Make Building and Using AI Systematic and Repeatable

The shift toward data-centric AI development is being enabled by the emerging field of MLOps, which provide tools that make building, deploying, and maintaining AI systems easier than ever before. Tools that are geared to help high-quality data sets, in particular, hold the key to addressing the challenges of small data sets, the high cost of customization, and the long road to getting an AI project into production outlined above.

Just to clarify, MLOps, also known as Machine Learning Operations, refers to the practices, processes, and tools that organizations use to manage and operationalize their machine learning models. MLOps tools are software solutions that help organizations automate, manage, and monitor the entire lifecycle of machine learning models, from development to deployment and maintenance.

How, exactly? First, ensuring high-quality data means that AI systems will be able to learn from the smaller datasets available in most industries. Second, by making it possible for a business domain expert, rather than AI experts, to engineer the data, the ability to use AI will become more accessible to all industries. And third, MLOps platforms provide much of the scaffolding software needed to take an AI system to production, so teams no longer have to develop this software. This allows teams to deploy AI systems — and bridge the gap between proof of concept and production weeks or months rather than years.

Most valuable AI projects have yet to be imagined. And even for projects that teams are already working on, the gap that leads to deployment in production remains to be bridged — indeed, Accenture estimates that 80% to 85% of companies’ AI projects are in the proof-of-concept stage.

Here’re some things companies can do right now:

  1. Instead of merely focusing on the quantity of data you collect, also consider the quality, and make sure it clearly illustrates the concepts we need the AI to learn.
  2. Make sure your team considers taking a data-centric approach rather than a software-centric approach. Many AI engineers, including many with strong academic or research backgrounds, were trained to take a software-centric approach; urging them to adopt data-centric techniques as well.
  3. For any AI project that you intend to take to production, be sure to plan the deployment process and provide MLOps tools to support it. For example, even while building a proof of concept system, urge the teams to begin developing a longer-term plan for data management, deployment, and AI system monitoring and maintenance.

It’s possible for AI to become a thriving asset outside of data-rich consumer internet businesses, but has yet to hit its stride in other industries.

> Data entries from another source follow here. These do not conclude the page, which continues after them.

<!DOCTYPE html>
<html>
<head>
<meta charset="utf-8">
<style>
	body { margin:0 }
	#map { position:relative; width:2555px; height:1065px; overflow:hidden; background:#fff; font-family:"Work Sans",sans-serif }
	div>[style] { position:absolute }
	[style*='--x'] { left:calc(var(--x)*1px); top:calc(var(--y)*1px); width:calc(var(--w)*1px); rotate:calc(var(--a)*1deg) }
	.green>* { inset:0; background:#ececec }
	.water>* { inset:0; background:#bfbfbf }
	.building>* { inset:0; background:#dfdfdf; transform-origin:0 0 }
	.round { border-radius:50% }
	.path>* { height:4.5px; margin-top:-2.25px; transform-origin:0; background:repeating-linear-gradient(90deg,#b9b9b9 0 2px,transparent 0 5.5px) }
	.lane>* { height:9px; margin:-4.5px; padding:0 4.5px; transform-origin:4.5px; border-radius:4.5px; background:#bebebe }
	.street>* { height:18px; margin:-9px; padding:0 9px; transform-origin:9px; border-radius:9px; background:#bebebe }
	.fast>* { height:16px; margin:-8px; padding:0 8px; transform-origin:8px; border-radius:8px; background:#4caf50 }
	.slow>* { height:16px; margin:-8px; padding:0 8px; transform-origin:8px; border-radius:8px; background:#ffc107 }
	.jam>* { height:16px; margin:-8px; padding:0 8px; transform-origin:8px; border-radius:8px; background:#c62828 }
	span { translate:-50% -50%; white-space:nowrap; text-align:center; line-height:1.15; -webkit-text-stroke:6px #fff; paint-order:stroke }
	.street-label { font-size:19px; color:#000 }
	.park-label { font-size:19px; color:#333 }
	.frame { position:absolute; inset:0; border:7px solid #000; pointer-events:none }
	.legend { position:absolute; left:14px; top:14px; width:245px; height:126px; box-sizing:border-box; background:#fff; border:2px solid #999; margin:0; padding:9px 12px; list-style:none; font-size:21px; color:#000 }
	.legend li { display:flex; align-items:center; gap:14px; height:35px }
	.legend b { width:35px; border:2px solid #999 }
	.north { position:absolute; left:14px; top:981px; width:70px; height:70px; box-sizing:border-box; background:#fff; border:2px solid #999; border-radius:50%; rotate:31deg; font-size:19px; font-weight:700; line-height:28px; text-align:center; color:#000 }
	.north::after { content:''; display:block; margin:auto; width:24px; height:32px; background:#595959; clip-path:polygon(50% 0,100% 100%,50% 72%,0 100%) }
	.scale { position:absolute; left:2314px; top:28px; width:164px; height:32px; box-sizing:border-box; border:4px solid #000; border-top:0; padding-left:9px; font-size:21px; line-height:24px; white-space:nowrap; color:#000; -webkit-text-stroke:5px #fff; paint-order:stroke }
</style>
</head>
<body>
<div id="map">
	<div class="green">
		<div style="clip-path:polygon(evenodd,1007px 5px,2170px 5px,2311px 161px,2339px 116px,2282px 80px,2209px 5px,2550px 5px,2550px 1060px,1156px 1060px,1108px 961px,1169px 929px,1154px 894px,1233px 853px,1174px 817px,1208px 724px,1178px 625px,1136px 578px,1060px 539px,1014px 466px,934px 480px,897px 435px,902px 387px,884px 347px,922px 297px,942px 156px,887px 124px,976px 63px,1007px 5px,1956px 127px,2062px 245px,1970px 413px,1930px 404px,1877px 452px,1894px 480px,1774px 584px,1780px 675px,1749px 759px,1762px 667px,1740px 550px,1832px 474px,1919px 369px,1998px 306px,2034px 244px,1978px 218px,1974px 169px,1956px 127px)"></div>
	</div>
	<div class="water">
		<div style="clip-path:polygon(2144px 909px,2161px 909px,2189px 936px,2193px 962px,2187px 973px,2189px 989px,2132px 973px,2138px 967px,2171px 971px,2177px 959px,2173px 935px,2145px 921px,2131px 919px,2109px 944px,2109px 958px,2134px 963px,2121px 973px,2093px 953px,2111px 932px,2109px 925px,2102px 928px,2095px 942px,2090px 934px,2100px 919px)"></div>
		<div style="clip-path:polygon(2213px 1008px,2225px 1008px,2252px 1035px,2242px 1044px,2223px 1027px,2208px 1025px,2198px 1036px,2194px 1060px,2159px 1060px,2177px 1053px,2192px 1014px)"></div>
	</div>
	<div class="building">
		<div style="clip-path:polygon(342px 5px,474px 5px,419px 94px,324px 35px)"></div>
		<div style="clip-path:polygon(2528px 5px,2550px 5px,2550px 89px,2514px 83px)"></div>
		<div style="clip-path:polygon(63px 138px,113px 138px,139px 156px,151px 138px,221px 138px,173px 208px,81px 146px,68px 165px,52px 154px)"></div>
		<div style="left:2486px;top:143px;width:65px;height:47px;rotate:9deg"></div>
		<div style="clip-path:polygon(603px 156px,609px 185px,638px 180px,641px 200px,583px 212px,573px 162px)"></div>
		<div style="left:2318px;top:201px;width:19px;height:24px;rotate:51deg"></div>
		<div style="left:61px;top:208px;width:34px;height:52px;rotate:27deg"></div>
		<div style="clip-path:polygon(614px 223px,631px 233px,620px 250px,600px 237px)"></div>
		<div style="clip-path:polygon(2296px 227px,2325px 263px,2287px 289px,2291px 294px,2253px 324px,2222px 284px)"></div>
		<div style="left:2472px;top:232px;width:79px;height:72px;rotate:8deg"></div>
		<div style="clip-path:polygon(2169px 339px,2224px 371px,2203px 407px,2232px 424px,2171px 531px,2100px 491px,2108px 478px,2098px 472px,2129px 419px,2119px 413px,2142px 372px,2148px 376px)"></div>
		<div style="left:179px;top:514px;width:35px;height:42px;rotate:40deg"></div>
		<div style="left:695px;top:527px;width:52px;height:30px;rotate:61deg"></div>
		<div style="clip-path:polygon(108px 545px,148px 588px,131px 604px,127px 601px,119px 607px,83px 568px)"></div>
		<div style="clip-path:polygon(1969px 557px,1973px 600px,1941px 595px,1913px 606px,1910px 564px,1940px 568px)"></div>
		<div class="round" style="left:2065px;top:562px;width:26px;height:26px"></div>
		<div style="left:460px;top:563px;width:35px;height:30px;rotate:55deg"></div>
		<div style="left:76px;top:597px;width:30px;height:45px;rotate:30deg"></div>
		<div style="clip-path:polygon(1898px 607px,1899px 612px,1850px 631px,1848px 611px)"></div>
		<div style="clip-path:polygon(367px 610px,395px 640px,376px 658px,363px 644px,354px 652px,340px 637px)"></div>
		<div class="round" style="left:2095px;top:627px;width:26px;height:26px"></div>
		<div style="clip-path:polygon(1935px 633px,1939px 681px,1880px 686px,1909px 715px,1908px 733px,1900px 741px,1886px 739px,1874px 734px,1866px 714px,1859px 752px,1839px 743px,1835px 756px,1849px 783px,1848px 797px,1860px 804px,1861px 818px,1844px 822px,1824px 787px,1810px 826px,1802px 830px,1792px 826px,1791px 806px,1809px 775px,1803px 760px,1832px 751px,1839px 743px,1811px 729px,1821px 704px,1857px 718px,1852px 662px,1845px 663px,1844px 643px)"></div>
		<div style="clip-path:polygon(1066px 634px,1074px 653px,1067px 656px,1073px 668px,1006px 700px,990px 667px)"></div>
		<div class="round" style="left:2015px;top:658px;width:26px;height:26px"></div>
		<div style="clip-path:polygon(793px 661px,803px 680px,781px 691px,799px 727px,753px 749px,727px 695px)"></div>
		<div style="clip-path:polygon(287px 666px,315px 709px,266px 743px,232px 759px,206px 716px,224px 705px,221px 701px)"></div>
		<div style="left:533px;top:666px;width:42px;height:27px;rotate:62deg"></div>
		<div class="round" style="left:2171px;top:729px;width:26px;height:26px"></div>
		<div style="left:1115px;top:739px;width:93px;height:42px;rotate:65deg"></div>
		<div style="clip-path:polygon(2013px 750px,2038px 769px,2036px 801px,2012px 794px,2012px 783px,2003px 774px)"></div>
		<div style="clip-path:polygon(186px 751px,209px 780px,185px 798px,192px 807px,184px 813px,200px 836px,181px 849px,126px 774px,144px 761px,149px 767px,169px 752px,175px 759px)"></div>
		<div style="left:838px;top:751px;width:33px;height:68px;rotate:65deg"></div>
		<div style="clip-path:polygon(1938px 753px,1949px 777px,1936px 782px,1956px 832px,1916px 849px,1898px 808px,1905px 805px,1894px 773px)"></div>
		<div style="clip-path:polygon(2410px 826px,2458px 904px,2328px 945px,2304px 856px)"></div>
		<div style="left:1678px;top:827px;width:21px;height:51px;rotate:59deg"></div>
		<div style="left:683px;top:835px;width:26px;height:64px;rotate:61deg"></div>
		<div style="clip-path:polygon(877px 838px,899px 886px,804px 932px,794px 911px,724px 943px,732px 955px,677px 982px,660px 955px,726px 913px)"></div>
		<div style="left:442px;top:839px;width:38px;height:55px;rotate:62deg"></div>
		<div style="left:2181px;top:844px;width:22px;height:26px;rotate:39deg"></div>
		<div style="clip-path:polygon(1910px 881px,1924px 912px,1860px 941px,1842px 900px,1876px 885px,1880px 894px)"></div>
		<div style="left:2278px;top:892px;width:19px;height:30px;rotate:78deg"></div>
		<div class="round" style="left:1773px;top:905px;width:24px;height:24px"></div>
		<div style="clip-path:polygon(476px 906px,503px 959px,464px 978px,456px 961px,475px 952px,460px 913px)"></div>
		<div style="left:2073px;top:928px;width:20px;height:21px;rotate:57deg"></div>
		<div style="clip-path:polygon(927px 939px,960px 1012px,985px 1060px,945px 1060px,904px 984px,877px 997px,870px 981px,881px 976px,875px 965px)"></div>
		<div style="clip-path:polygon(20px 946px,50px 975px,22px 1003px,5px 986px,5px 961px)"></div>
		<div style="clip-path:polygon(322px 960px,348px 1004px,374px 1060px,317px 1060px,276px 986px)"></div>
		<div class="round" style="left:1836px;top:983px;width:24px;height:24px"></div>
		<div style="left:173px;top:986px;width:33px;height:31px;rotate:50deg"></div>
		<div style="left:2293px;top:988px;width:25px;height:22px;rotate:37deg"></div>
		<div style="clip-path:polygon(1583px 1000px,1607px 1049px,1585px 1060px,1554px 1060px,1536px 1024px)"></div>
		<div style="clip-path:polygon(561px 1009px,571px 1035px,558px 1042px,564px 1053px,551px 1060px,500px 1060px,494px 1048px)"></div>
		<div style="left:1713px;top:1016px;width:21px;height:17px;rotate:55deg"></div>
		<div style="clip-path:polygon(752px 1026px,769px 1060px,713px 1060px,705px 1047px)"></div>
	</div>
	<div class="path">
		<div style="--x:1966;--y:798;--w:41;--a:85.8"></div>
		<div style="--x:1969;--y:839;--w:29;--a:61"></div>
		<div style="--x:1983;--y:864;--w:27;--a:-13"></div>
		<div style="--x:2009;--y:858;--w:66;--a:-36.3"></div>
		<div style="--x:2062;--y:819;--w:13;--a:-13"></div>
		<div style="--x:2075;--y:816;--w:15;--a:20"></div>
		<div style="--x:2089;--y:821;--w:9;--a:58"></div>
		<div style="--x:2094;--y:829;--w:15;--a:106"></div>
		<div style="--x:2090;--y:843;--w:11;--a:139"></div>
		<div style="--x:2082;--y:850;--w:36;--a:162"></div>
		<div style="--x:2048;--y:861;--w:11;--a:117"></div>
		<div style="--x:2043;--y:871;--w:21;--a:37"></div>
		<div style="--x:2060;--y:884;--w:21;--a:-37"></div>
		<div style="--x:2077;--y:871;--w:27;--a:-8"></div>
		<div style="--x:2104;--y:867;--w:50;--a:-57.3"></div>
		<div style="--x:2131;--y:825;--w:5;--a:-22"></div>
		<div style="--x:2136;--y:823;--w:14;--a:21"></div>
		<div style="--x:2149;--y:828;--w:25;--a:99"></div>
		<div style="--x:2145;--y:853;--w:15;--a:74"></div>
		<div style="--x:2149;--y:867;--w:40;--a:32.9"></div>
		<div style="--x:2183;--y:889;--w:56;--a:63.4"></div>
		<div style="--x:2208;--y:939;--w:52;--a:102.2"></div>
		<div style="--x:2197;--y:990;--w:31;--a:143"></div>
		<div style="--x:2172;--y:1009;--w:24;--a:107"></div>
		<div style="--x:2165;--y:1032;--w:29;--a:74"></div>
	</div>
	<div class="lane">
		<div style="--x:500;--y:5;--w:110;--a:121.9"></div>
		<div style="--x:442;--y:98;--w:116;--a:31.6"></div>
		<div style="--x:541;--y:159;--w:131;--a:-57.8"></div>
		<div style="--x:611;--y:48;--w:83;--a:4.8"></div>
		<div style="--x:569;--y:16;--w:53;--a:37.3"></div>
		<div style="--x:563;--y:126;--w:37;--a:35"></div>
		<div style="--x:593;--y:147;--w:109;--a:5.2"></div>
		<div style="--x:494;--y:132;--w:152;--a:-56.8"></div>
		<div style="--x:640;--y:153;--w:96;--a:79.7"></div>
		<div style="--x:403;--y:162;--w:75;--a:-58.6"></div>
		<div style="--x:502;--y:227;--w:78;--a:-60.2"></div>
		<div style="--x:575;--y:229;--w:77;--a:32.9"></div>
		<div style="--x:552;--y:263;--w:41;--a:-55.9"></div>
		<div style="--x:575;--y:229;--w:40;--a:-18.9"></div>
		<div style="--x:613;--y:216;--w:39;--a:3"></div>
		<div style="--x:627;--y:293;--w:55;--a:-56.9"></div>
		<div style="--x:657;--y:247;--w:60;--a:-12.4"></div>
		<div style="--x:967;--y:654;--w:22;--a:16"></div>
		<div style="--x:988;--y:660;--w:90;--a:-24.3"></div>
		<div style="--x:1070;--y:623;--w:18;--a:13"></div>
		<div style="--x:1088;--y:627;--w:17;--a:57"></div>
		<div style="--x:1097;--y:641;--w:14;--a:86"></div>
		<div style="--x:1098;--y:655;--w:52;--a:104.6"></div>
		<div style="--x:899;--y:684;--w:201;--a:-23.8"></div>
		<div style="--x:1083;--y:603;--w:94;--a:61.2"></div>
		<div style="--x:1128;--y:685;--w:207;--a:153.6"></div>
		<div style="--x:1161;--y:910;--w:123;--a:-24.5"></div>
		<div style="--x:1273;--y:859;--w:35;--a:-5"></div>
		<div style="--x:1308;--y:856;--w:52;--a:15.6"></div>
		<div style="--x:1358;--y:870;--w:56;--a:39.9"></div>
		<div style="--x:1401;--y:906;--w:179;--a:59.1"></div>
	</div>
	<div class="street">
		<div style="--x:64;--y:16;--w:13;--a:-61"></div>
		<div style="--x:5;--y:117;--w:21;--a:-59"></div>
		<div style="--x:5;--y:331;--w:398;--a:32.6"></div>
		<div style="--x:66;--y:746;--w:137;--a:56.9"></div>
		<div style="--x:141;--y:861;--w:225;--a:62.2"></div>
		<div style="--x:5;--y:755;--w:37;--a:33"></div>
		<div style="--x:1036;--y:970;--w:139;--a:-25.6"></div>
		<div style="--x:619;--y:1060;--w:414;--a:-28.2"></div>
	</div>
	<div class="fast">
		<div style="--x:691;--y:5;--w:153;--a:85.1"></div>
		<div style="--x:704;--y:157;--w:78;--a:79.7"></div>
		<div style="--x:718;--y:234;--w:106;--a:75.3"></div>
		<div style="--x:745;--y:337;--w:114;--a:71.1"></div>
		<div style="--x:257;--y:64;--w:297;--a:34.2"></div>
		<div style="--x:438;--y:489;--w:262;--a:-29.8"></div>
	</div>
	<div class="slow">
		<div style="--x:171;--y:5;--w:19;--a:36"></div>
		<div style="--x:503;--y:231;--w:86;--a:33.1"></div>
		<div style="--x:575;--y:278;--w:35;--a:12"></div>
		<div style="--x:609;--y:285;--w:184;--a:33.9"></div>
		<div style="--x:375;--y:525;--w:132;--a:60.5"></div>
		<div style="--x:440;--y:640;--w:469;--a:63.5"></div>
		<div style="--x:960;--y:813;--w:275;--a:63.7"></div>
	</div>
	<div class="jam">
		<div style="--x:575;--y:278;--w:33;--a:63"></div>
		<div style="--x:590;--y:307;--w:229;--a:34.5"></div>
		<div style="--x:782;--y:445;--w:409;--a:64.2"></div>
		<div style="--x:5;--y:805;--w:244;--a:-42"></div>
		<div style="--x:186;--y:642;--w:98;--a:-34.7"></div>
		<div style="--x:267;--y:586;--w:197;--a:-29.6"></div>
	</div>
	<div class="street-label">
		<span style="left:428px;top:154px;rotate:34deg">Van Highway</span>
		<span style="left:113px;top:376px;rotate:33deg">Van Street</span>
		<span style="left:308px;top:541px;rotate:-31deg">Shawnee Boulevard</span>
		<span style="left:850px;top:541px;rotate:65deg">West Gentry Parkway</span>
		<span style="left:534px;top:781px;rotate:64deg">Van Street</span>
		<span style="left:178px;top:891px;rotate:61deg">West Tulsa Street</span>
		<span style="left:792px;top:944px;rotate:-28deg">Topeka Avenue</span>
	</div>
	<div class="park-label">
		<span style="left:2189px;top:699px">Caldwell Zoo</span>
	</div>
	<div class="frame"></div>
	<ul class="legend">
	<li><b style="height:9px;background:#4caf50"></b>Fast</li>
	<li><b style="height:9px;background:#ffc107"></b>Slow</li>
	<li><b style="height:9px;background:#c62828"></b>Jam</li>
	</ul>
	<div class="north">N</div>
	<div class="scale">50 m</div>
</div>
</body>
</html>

But because of this, the greatest untapped opportunity for AI may lie in taking it to these other industries. Just as electricity has transformed every industry, AI is on a path to do so too. But the next few steps on that path will require a shift in our playbook for how we build and deploy AI systems. Specifically, a new data-centric mindset, coupled with MLOps tools that allow industry domain experts to participate in the creation, deployment, and maintenance of AI systems, will ensure that all industries can reap the rewards that AI can offer.